WHAT YOU NEED TO DO: Word for word, copy each record that comes after this.
:: MATERIAL FOR THIS EXERCISE ::
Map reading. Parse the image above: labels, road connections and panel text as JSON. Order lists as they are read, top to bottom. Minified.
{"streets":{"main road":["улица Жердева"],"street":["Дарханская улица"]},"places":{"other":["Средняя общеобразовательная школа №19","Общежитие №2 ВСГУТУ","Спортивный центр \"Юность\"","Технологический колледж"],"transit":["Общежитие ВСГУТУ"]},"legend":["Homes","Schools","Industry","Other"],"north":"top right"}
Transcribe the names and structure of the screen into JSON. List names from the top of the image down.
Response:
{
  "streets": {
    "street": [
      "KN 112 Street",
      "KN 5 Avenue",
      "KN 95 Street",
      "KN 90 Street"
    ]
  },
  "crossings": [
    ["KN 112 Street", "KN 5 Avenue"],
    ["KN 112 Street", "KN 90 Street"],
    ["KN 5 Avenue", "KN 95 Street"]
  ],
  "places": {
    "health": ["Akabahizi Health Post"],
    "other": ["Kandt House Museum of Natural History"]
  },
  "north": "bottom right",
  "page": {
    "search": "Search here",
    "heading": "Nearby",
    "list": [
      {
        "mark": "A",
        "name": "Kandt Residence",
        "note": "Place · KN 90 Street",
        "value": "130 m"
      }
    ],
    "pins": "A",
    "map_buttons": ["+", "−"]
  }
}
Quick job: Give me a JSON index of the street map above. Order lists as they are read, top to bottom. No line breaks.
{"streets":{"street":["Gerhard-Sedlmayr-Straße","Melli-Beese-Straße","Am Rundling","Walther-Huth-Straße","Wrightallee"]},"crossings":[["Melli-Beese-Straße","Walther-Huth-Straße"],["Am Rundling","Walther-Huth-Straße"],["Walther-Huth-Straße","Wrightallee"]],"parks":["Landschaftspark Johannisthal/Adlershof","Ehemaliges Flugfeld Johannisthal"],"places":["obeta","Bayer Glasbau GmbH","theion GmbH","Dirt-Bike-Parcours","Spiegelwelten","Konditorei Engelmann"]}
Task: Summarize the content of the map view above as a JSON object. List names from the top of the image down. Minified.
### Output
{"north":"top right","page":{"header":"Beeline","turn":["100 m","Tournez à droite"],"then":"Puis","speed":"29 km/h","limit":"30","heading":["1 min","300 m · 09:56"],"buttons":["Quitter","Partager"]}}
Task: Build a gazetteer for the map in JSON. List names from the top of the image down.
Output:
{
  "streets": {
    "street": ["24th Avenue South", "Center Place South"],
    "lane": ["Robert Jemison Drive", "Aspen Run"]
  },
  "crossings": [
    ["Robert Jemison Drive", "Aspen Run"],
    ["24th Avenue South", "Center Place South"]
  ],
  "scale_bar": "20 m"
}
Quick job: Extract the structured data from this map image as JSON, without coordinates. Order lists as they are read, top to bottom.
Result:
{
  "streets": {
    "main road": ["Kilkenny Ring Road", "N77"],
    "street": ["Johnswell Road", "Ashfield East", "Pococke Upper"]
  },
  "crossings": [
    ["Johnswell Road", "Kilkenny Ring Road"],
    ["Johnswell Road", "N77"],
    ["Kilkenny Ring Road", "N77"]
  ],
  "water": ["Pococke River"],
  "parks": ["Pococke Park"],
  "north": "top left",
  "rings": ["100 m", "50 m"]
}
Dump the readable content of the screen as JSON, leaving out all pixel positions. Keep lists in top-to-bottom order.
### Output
:::
SOLUTION TO THIS TASK:
Map reading. Parse the image above: labels, road connections and panel text as JSON. Order lists as they are read, top to bottom. Minified.
{"streets":{"main road":["улица Жердева"],"street":["Дарханская улица"]},"places":{"other":["Средняя общеобразовательная школа №19","Общежитие №2 ВСГУТУ","Спортивный центр \"Юность\"","Технологический колледж"],"transit":["Общежитие ВСГУТУ"]},"legend":["Homes","Schools","Industry","Other"],"north":"top right"}
Transcribe the names and structure of the screen into JSON. List names from the top of the image down.
Response:
{
  "streets": {
    "street": [
      "KN 112 Street",
      "KN 5 Avenue",
      "KN 95 Street",
      "KN 90 Street"
    ]
  },
  "crossings": [
    ["KN 112 Street", "KN 5 Avenue"],
    ["KN 112 Street", "KN 90 Street"],
    ["KN 5 Avenue", "KN 95 Street"]
  ],
  "places": {
    "health": ["Akabahizi Health Post"],
    "other": ["Kandt House Museum of Natural History"]
  },
  "north": "bottom right",
  "page": {
    "search": "Search here",
    "heading": "Nearby",
    "list": [
      {
        "mark": "A",
        "name": "Kandt Residence",
        "note": "Place · KN 90 Street",
        "value": "130 m"
      }
    ],
    "pins": "A",
    "map_buttons": ["+", "−"]
  }
}
Quick job: Give me a JSON index of the street map above. Order lists as they are read, top to bottom. No line breaks.
{"streets":{"street":["Gerhard-Sedlmayr-Straße","Melli-Beese-Straße","Am Rundling","Walther-Huth-Straße","Wrightallee"]},"crossings":[["Melli-Beese-Straße","Walther-Huth-Straße"],["Am Rundling","Walther-Huth-Straße"],["Walther-Huth-Straße","Wrightallee"]],"parks":["Landschaftspark Johannisthal/Adlershof","Ehemaliges Flugfeld Johannisthal"],"places":["obeta","Bayer Glasbau GmbH","theion GmbH","Dirt-Bike-Parcours","Spiegelwelten","Konditorei Engelmann"]}
Task: Summarize the content of the map view above as a JSON object. List names from the top of the image down. Minified.
### Output
{"north":"top right","page":{"header":"Beeline","turn":["100 m","Tournez à droite"],"then":"Puis","speed":"29 km/h","limit":"30","heading":["1 min","300 m · 09:56"],"buttons":["Quitter","Partager"]}}
Task: Build a gazetteer for the map in JSON. List names from the top of the image down.
Output:
{
  "streets": {
    "street": ["24th Avenue South", "Center Place South"],
    "lane": ["Robert Jemison Drive", "Aspen Run"]
  },
  "crossings": [
    ["Robert Jemison Drive", "Aspen Run"],
    ["24th Avenue South", "Center Place South"]
  ],
  "scale_bar": "20 m"
}
Quick job: Extract the structured data from this map image as JSON, without coordinates. Order lists as they are read, top to bottom.
Result:
{
  "streets": {
    "main road": ["Kilkenny Ring Road", "N77"],
    "street": ["Johnswell Road", "Ashfield East", "Pococke Upper"]
  },
  "crossings": [
    ["Johnswell Road", "Kilkenny Ring Road"],
    ["Johnswell Road", "N77"],
    ["Kilkenny Ring Road", "N77"]
  ],
  "water": ["Pococke River"],
  "parks": ["Pococke Park"],
  "north": "top left",
  "rings": ["100 m", "50 m"]
}
Dump the readable content of the screen as JSON, leaving out all pixel positions. Keep lists in top-to-bottom order.
### Output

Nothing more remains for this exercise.